Madame Hydra is the name of several different fictional supervillains appearing in American comic books published by Marvel Comics. It is a name given to a top female operative of HYDRA.

Fictional character biography

Ophelia Sarkissian 

This operative of HYDRA may have impressed her superiors enough that, after only a short time in the organization, they promoted her to the level of Madame Hydra VI (the identities of Madames Hydra I through V, who rank above her, are unknown). One of her first missions as Madame Hydra was to capture Nick Fury and deliver him to the Deltites, a group of artificially created duplicates which were taking over S.H.I.E.L.D. After failing in her mission and discovering that the Deltites were manipulating her, she allied with the S.H.I.E.L.D. agents against the takeover. She was later turned over to federal authorities and was found to be criminally insane, and sent to Arnold Sanitarium for psychiatric treatment (the same sanitarium that Bigfoot was later imprisoned in).

Valentina Allegra de Fontaine 

Valentina Allegra de Fontaine succeeded Viper as Madame Hydra. She wears an elaborate tentacle headdress and elaborate HYDRA robes.

Elisa Sinclair 

Elisa Sinclair has appeared in Captain America's implanted memories that the Red Skull's clone and Kobik placed in him to make Captain America think that he is a HYDRA sleeper agent. She is depicted as an ancient being with magical powers that had an extensive reach.

In the present, Elisa intercepts the Taskmaster and Eric O'Grady's Life Model Decoy counterpart the Black Ant who were on their way to present evidence of Captain America's brainwashing to Maria Hill. After keeping the Taskmaster and the Black Ant alive and persuading them to become her personal guards, Elisa then collects a new HYDRA High Council consisting of herself, a new Kraken, the Gorgon, the Hive, the Viper, Baron Helmut Zemo, Arnim Zola, and Doctor Faustus.

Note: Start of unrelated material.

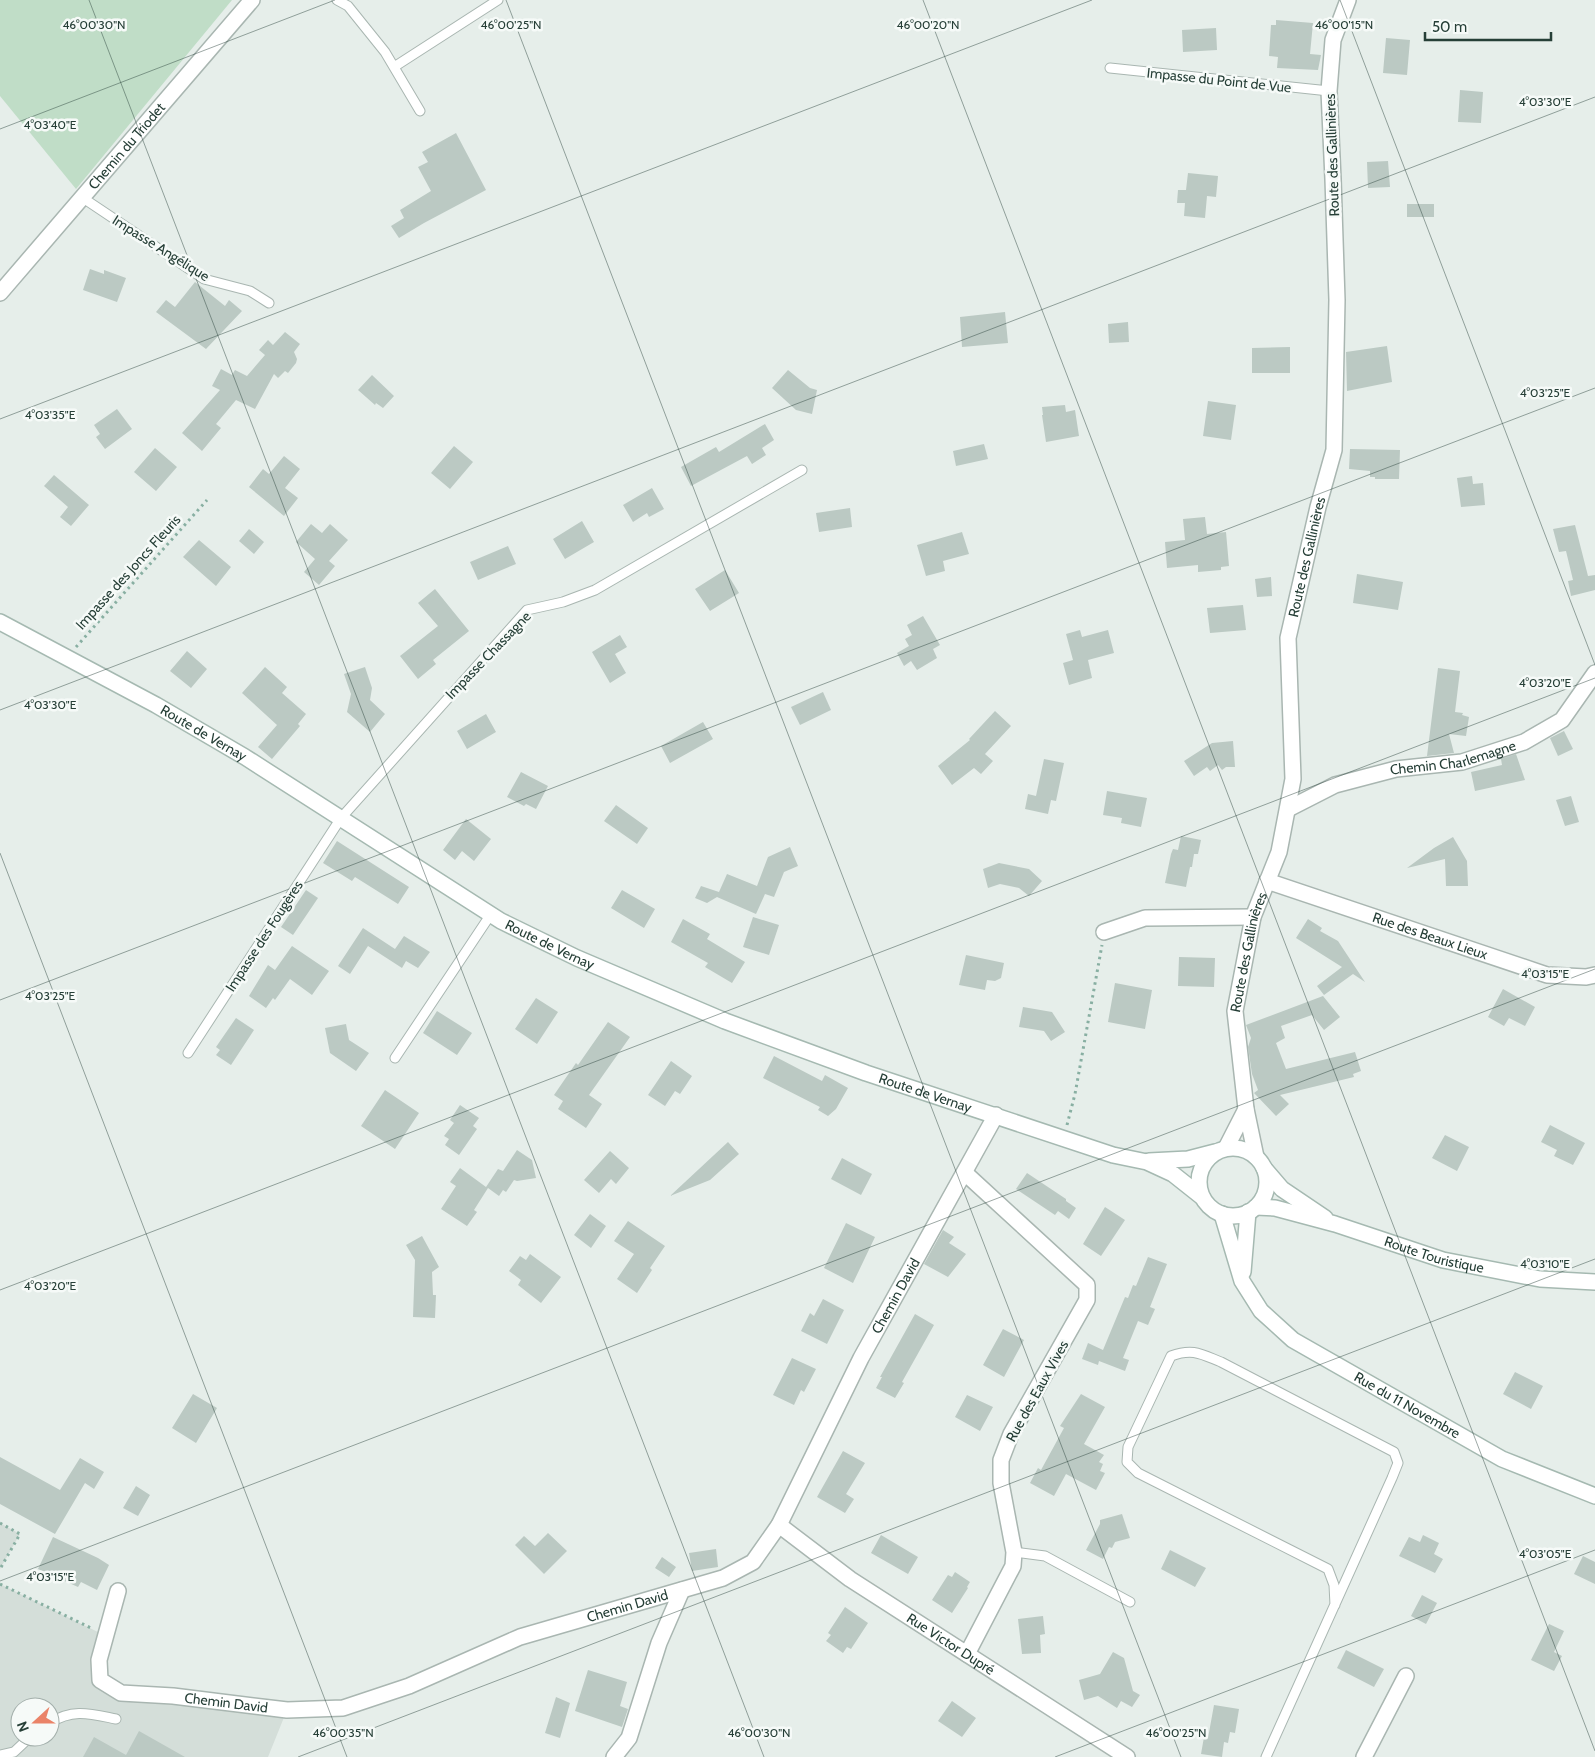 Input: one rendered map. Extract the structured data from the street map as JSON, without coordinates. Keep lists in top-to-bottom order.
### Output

During the "Opening Salvo" part of the Secret Empire storyline, Elisa reunites with Captain America after he overthrew the Red Skull for leadership of HYDRA. While in her study room following HYDRA's takeover of the United States, Elisa uses her magic spells to counter every one of Doctor Strange's attempts to bring down the Darkforce dome that is surrounding Manhattan. While having tea with Captain America, Elisa is informed of Captain America's suspicion about Baron Zemo and Doctor Faustus' disloyalty. Elisa brushes off the suspicion and tells Captain America that they plan to assemble the Cosmic Cube in order to restore Earth to their vision. Elisa later gives Captain America the updates on the members of HYDRA's Avengers. She tells him that the Scarlet Witch has become unhinged due to her being possessed by Chthon, the Vision is still kept under HYDRA's control through Arnim Zola's A.I. Virus, and Odinson is still praying to Odin about his troubles, like Jane Foster being trapped in an alternate reality. As Captain America prepares to leave, Elisa tells Captain America that he has become like a son to her. During HYDRA's attack on the Underground's base at the Mount, Elisa detects an unusual amount of energy in the Mount and rushes in. Madame Hydra arrives and teleports Captain America away at the last second as the Tony Stark A.I. explodes, where it destroys the base and Madame Hydra.

Other versions

Heroes Reborn 
In the Heroes Reborn reality, Madame Hydra is a terrorist leader. She answers to HYDRA's leader the Mandarin, who is actually a robot built by Doctor Doom. She is killed in battle against Iron Man.

In other media

Television 
 The Viper incarnation of Madame Hydra appears in X-Men: Evolution, voiced by Lisa Ann Beley.
 The Viper incarnation of Madame Hydra and Valentina Allegra de Fontaine appear in The Avengers: Earth's Mightiest Heroes, with the former voiced by Vanessa Marshall while the latter has no dialogue.

Film 
 Valentina Allegra de Fontaine and Viper appear in Nick Fury: Agent of S.H.I.E.L.D., portrayed by Lisa Rinna and Sandra Hess respectively.
 A Mutant variation of Viper appears in The Wolverine, portrayed by Svetlana Khodchenkova.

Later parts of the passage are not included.